Please return every line of the records below that contains the word "mark".
━━━
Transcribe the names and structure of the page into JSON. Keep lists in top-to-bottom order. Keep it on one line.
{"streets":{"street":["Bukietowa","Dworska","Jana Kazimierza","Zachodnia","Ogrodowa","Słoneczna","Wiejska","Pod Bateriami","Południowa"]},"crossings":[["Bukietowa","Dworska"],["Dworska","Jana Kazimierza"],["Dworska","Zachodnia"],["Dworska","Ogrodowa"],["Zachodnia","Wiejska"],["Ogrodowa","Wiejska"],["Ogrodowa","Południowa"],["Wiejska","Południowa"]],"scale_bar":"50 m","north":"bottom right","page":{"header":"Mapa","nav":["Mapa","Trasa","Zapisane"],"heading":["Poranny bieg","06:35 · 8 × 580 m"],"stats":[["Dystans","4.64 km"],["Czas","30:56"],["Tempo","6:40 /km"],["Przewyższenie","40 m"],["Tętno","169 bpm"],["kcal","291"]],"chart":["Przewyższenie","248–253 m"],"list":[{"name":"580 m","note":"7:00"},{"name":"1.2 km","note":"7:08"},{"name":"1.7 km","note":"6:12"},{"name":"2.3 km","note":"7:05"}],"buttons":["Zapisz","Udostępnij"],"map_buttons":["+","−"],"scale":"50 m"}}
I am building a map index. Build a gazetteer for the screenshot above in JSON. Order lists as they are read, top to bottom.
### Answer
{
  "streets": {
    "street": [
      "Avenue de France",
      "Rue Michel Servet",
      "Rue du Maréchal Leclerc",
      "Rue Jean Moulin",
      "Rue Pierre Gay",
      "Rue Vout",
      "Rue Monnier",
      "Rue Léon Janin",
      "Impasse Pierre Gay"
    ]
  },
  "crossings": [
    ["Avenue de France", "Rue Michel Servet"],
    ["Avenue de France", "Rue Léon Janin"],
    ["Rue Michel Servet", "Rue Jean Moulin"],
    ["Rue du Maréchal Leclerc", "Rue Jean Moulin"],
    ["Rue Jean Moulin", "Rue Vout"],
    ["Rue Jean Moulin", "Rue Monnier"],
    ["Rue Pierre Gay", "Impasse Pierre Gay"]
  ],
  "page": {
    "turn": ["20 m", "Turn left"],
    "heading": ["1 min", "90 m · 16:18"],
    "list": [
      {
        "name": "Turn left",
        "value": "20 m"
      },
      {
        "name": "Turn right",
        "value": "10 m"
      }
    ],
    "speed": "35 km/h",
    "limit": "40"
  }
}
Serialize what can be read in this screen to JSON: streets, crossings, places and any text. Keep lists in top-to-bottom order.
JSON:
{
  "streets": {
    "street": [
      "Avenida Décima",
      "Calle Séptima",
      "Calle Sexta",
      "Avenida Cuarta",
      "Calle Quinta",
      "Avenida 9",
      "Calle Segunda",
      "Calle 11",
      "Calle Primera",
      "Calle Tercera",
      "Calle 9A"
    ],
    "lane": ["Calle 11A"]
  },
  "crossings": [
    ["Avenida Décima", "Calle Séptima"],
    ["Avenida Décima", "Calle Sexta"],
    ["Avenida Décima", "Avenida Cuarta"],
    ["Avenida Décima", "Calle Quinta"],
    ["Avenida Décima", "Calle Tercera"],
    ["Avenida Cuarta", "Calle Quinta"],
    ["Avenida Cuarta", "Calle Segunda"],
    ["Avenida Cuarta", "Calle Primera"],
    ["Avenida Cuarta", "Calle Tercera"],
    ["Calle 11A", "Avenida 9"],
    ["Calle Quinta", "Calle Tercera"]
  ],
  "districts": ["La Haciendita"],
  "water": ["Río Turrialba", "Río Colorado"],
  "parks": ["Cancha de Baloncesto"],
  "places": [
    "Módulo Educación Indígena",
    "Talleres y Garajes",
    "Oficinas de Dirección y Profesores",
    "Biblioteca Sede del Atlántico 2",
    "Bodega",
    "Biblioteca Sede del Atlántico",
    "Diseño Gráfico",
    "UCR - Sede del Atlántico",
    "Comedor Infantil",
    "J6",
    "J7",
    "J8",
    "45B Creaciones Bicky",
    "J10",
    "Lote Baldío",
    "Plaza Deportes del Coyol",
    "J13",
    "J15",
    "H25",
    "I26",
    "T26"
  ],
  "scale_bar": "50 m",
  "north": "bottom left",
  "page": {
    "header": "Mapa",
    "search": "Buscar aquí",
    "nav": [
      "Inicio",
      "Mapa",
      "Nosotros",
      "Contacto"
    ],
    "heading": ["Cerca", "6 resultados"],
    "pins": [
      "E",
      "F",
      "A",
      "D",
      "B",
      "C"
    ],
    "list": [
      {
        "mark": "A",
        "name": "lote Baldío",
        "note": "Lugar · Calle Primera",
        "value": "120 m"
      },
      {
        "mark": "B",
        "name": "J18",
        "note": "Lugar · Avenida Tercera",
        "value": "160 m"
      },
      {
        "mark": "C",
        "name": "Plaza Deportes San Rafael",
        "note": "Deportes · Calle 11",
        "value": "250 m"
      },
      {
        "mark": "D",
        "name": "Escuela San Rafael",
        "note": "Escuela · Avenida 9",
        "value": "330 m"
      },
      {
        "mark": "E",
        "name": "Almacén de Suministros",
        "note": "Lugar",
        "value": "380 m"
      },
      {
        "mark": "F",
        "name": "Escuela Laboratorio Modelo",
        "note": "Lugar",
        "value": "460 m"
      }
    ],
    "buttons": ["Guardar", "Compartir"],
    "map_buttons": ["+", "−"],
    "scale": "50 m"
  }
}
━━━
Written solution:
        "mark": "A",
        "mark": "B",
        "mark": "C",
        "mark": "D",
        "mark": "E",
        "mark": "F",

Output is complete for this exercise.